Oreilles d'oracles

Voix hors-chant ; opéra et récit musical au XIXe siècle

Par Laurent Bury | lun 03 Juillet 2017 | Imprimer

Initialement publié en 1991 par les presses de Princeton, le livre de Carolyn Abbate n’est pas toujours d’un abord des plus aisés. Peu importe qu’il relève ou non de ce qu’il convient peut-être d’appeler New Musicology : sa traduction en français, un bon quart-de-siècle après sa parution, confirme qu’il s’agit bien d’un ouvrage de réflexion universitaire, que le grand public trouvera parfois ardu.

Il convient en fait de distinguer deux aspects de cet ouvrage : d’une part, l’idée un rien absconse selon laquelle la musique s’adresse soudain à l’auditeur par une « voix » narrative, y compris dans des partitions symphoniques ; d’autre part, une étude nettement plus accessible de la notion de récit à l’intérieur du genre lyrique.
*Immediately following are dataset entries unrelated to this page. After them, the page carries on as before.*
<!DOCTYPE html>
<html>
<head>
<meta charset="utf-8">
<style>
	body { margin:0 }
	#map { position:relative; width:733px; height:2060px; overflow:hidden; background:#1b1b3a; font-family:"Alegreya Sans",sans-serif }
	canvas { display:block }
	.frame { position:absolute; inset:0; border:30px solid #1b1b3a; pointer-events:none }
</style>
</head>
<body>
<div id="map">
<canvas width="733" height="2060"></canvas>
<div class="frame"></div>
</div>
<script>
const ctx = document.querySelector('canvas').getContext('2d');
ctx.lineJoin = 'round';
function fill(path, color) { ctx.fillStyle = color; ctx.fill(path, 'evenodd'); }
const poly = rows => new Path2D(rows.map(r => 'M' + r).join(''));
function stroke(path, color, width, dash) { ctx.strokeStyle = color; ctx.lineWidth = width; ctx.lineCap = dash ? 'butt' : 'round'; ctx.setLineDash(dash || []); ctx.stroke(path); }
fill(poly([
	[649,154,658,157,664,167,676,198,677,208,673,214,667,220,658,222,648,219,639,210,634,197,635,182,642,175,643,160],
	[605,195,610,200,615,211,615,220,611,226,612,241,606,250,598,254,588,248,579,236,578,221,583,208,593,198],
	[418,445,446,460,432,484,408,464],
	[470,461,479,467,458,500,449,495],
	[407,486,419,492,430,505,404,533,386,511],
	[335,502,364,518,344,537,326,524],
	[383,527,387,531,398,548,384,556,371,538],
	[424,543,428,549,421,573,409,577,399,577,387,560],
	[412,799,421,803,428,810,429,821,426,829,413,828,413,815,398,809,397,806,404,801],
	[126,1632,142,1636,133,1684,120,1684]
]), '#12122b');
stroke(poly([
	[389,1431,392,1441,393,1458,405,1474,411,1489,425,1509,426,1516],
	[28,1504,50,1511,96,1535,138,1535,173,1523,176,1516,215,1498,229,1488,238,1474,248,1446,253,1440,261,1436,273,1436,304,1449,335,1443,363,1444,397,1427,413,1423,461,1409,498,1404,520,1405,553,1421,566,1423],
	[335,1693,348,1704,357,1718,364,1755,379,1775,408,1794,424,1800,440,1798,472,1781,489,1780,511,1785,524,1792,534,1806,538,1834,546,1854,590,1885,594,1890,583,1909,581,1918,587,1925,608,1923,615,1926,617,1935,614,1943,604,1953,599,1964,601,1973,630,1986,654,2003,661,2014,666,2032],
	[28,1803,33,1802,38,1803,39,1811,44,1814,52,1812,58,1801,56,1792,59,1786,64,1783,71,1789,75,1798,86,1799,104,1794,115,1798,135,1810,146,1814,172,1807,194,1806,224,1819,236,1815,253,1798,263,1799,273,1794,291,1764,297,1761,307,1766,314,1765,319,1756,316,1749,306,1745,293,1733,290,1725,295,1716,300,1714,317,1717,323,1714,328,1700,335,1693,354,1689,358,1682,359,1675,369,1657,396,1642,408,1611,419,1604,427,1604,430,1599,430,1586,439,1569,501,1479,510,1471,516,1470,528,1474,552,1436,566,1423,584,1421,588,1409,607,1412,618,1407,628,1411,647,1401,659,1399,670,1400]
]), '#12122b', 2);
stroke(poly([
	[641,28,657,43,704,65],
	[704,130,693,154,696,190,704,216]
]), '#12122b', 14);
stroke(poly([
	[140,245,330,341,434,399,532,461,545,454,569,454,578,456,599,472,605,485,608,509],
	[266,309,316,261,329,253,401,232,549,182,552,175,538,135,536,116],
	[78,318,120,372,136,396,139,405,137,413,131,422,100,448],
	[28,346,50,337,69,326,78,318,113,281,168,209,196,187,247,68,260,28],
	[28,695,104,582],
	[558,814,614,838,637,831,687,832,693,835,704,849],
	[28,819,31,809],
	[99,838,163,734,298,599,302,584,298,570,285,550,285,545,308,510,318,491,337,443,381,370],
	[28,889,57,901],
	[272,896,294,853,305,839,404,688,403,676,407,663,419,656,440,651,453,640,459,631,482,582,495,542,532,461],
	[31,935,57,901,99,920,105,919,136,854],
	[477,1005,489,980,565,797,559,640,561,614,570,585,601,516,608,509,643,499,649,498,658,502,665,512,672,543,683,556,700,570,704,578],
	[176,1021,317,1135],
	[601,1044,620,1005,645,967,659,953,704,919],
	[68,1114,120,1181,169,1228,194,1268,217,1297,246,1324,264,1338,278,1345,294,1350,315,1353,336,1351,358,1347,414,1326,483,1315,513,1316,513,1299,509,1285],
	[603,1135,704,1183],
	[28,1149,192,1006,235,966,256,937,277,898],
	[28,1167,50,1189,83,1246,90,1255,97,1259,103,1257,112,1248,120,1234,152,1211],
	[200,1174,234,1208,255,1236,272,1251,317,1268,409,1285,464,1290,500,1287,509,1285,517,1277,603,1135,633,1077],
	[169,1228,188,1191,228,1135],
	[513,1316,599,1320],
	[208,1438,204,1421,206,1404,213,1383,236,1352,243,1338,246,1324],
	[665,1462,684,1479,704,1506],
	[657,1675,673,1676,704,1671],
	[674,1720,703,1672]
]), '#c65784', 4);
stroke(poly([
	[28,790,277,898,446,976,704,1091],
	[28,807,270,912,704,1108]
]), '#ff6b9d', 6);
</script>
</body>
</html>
A l’opéra, l’insertion de récits à l’intérieur de l’action est une pratique bien connue, et qui prend au fil des siècles des formes très diverses. L’exemple le plus ancien que propose Carolyn Abbate est tiré des Noces de Figaro : le trio du premier acte s’interrompt pour permettre au comte de relater comment il a récemment surpris Figaro chez Barberine. A l’époque romantique, la narrativité à l’opéra prend souvent la forme strophique d’une ballade insérée dans des œuvres à caractère fantastique comme Le Vampire de Marschner, Robert le Diable ou Le Vaisseau fantôme. Ces moments, où le narrateur invite les autres personnages à écouter sa chanson, sont aussi ceux où la musique qu’entend le spectateur devient tout à coup audible pour les protagonistes du drame. Cet effet est d’autant plus net quand le contenu du récit n’a en soi pas grande importance : quand Lakmé interprète son air des clochettes, la situation dramatique compte infiniment plus que l’aventure de la fille du pariah. Malgré tout, même quand le récit a valeur prophétique, il reste l’instant où s’interrompt la surdité des personnages, jusque-là incapable d’entendre la musique de l’orchestre, et qui croient parler alors que, pour le spectateur, ils chantent : « l’opéra propose toujours, par nature, deux musiques : la première est terrestre et audible tandis que la seconde, venue d’un autre monde, est silencieuse et ne peut être perçue (comme la plupart des objets surnaturels) que par des individus marginalisés par leur hystérie ou leur talent artistique ».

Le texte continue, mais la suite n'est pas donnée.